Medicare is a health insurance program administered by the United States government, covering people who are either age 65 and over or who meet other special criteria. It is funded by a payroll tax that is split between the employer and employee, or by the self-employment tax.
There are four major parts to Medicare:
- Part A covers hospitals stays and, in some cases, nursing homes.
- Part B is medical insurance and covers some services not included in Part A. Part B is optional and carries an extra charge.
- Part C includes the Medicare Advantage Plans, sometimes called Medicare +Choice or just Part C. It allows the option to receive their benefits through private health insurance plans, instead of through the original Medicare plan (Parts A and B)
- Part D is the Prescription Drug Plan (PDP). Anyone with Part A or B is eligible to purchase Part D from a private health insurance company. It may also be combined with a Medicare Advantage plan with prescription drug coverage (MA-PD).
It’s important to note that Medicare only pays a portion of your bills. There can still be substantial out of pocket costs and deductibles.

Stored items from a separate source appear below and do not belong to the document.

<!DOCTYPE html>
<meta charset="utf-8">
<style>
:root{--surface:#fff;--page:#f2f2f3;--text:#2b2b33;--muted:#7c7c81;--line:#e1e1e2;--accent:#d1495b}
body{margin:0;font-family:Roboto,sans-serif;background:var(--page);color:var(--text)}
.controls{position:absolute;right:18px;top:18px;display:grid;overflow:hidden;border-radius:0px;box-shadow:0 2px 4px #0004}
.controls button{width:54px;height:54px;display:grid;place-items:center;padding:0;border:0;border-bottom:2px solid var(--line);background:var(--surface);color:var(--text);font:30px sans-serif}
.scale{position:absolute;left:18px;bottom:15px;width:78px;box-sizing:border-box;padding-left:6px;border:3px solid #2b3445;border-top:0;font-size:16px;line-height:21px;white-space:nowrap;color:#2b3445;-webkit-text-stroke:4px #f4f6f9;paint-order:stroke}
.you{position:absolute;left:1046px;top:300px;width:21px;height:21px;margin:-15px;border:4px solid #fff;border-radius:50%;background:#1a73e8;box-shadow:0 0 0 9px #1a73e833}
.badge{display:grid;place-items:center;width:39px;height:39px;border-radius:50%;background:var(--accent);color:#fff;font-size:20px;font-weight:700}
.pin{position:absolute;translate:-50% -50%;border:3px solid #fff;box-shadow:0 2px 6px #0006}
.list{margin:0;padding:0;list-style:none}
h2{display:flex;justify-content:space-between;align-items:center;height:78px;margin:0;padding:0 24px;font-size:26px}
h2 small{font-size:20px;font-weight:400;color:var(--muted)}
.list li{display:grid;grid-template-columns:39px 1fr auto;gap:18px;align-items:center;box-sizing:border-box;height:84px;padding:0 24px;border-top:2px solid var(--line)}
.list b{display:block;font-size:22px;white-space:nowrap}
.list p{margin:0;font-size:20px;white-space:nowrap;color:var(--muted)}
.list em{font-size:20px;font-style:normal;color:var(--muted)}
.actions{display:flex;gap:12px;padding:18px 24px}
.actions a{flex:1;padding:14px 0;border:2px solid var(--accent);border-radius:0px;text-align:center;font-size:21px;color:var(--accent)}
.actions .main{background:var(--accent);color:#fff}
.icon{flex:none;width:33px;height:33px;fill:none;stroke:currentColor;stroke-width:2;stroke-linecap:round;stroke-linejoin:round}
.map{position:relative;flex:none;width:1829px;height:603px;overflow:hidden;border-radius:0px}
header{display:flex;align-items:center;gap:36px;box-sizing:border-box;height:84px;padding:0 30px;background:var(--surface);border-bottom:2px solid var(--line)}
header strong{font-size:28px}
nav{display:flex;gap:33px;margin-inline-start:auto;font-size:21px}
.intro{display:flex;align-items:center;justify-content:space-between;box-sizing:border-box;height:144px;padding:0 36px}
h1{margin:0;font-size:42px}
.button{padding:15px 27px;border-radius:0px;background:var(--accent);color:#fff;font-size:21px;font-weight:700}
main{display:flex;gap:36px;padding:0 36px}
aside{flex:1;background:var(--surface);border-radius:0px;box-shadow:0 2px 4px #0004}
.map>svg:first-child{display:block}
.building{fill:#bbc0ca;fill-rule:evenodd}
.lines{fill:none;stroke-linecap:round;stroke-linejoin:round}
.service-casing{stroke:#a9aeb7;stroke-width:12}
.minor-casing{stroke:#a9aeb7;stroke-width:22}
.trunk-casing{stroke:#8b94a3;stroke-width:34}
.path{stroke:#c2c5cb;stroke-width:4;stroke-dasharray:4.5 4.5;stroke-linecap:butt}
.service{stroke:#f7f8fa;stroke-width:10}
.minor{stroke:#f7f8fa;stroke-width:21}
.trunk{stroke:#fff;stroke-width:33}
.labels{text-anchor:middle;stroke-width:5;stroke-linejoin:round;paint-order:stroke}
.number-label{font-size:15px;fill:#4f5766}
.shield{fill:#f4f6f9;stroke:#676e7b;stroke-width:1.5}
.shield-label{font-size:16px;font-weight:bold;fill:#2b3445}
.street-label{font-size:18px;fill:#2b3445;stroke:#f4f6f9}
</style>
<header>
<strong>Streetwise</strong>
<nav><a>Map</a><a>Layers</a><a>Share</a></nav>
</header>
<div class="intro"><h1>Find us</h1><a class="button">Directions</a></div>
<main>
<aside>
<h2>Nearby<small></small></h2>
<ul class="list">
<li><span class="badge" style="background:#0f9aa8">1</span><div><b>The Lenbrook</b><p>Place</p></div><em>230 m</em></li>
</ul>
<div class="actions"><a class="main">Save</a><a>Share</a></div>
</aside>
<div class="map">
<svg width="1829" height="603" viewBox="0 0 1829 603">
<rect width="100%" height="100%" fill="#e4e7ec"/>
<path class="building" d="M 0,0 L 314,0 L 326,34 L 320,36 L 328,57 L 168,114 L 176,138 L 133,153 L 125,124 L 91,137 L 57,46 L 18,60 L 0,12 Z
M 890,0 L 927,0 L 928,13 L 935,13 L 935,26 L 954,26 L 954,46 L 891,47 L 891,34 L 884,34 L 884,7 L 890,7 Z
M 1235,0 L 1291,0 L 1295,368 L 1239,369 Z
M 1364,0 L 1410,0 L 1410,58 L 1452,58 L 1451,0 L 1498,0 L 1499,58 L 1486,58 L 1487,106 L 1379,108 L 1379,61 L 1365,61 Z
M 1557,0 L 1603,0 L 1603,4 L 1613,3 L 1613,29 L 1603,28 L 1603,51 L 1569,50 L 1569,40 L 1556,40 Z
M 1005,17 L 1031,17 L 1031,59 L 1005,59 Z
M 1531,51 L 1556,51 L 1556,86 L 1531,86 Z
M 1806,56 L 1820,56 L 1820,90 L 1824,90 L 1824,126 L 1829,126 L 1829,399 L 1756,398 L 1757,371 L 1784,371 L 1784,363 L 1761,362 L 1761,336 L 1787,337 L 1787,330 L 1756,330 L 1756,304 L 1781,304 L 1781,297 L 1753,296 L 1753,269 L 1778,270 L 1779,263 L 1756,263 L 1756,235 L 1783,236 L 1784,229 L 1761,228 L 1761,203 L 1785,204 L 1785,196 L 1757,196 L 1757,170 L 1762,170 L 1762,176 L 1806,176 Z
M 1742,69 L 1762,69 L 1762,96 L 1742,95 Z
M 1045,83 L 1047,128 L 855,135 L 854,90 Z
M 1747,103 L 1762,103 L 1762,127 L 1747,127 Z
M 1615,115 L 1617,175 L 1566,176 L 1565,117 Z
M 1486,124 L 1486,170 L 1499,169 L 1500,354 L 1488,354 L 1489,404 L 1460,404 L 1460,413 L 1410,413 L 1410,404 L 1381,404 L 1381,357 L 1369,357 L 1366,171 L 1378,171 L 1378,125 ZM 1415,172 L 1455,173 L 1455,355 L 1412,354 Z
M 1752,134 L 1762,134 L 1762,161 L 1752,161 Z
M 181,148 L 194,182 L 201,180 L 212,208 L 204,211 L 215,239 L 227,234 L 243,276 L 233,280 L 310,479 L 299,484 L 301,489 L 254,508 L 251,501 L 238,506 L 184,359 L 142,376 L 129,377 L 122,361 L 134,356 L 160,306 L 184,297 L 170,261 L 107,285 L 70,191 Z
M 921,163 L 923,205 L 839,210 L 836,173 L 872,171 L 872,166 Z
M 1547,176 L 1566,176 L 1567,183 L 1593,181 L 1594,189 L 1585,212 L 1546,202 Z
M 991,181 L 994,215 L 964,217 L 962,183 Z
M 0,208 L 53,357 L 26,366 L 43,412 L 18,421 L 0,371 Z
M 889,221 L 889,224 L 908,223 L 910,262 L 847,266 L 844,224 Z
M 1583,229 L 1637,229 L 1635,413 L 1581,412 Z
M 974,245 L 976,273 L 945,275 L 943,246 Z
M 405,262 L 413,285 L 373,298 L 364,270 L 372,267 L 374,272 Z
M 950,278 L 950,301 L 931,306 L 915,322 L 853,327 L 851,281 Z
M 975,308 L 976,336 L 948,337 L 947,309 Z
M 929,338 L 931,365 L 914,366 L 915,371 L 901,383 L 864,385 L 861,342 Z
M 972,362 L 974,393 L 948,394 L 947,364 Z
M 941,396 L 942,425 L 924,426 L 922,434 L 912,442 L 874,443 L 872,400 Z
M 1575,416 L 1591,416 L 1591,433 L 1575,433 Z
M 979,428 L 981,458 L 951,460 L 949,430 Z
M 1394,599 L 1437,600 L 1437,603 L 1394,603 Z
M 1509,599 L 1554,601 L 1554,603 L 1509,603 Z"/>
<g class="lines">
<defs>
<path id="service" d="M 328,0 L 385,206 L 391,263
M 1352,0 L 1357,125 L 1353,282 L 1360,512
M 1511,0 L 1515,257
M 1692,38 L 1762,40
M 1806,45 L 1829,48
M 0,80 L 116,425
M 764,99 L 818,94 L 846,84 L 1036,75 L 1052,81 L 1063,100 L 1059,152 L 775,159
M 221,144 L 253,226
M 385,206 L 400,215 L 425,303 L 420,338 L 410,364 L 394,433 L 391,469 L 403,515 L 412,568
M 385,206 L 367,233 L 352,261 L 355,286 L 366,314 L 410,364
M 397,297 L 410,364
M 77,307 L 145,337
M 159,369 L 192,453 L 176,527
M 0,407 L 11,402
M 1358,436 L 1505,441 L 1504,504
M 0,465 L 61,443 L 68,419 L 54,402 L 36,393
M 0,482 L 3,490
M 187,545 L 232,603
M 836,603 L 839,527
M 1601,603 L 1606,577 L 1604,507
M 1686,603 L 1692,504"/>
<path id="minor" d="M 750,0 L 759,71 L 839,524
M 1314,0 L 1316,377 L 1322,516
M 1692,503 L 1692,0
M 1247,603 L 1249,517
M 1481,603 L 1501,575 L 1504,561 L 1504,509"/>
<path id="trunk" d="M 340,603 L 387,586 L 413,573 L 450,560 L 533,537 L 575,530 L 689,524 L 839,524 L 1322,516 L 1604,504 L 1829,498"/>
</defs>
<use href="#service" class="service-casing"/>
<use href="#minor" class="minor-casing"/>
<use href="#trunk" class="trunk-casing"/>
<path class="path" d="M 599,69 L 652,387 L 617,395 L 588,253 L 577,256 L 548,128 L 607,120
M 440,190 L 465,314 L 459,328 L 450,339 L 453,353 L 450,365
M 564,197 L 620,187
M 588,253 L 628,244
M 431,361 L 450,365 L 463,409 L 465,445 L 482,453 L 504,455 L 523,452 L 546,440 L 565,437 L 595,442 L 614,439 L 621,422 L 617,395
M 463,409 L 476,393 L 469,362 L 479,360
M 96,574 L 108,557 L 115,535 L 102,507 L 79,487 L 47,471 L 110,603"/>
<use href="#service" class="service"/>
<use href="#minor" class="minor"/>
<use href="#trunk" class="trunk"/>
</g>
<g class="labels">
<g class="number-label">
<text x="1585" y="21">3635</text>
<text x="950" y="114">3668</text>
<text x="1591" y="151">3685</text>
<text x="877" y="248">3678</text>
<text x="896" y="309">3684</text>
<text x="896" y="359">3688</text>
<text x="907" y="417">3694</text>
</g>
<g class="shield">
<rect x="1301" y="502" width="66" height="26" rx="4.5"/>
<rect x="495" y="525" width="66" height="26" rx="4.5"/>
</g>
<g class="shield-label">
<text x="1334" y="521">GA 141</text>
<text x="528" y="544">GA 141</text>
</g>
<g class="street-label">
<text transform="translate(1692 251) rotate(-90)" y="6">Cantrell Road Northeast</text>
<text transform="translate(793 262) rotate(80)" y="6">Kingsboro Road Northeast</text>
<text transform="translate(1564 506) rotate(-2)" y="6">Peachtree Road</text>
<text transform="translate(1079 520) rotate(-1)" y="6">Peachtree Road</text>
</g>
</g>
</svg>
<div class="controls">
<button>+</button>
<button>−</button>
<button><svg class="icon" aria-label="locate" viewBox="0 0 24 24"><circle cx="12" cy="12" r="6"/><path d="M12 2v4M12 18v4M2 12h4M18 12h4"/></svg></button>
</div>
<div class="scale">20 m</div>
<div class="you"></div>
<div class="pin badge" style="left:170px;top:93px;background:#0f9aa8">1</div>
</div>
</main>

There is no charge for Part A. The cost for Part B varies depending on your income. As with most government programs, there are a lot of ins and outs, and our Congress sometimes plays politics. The full details are available at the Federal website.
Medicare Advantage Plans (Part C) have been rapidly expanding. They are offered by insurance companies and provide additional benefits on top of Parts A and B. Prices vary with providers, location, and coverage. There are several with no premium. Higher premium plans may cover more of your deductibles and co-pays, and some offer extra benefits. Many also include Part D prescriptions. Some also include health club, hearing, vision, and dental benefits.
Some insurance companies also offer plans called Medigap. These aren’t true Advantage plans, they just piggyback on standard Medicare and reimburse you for some of your deductibles and copays.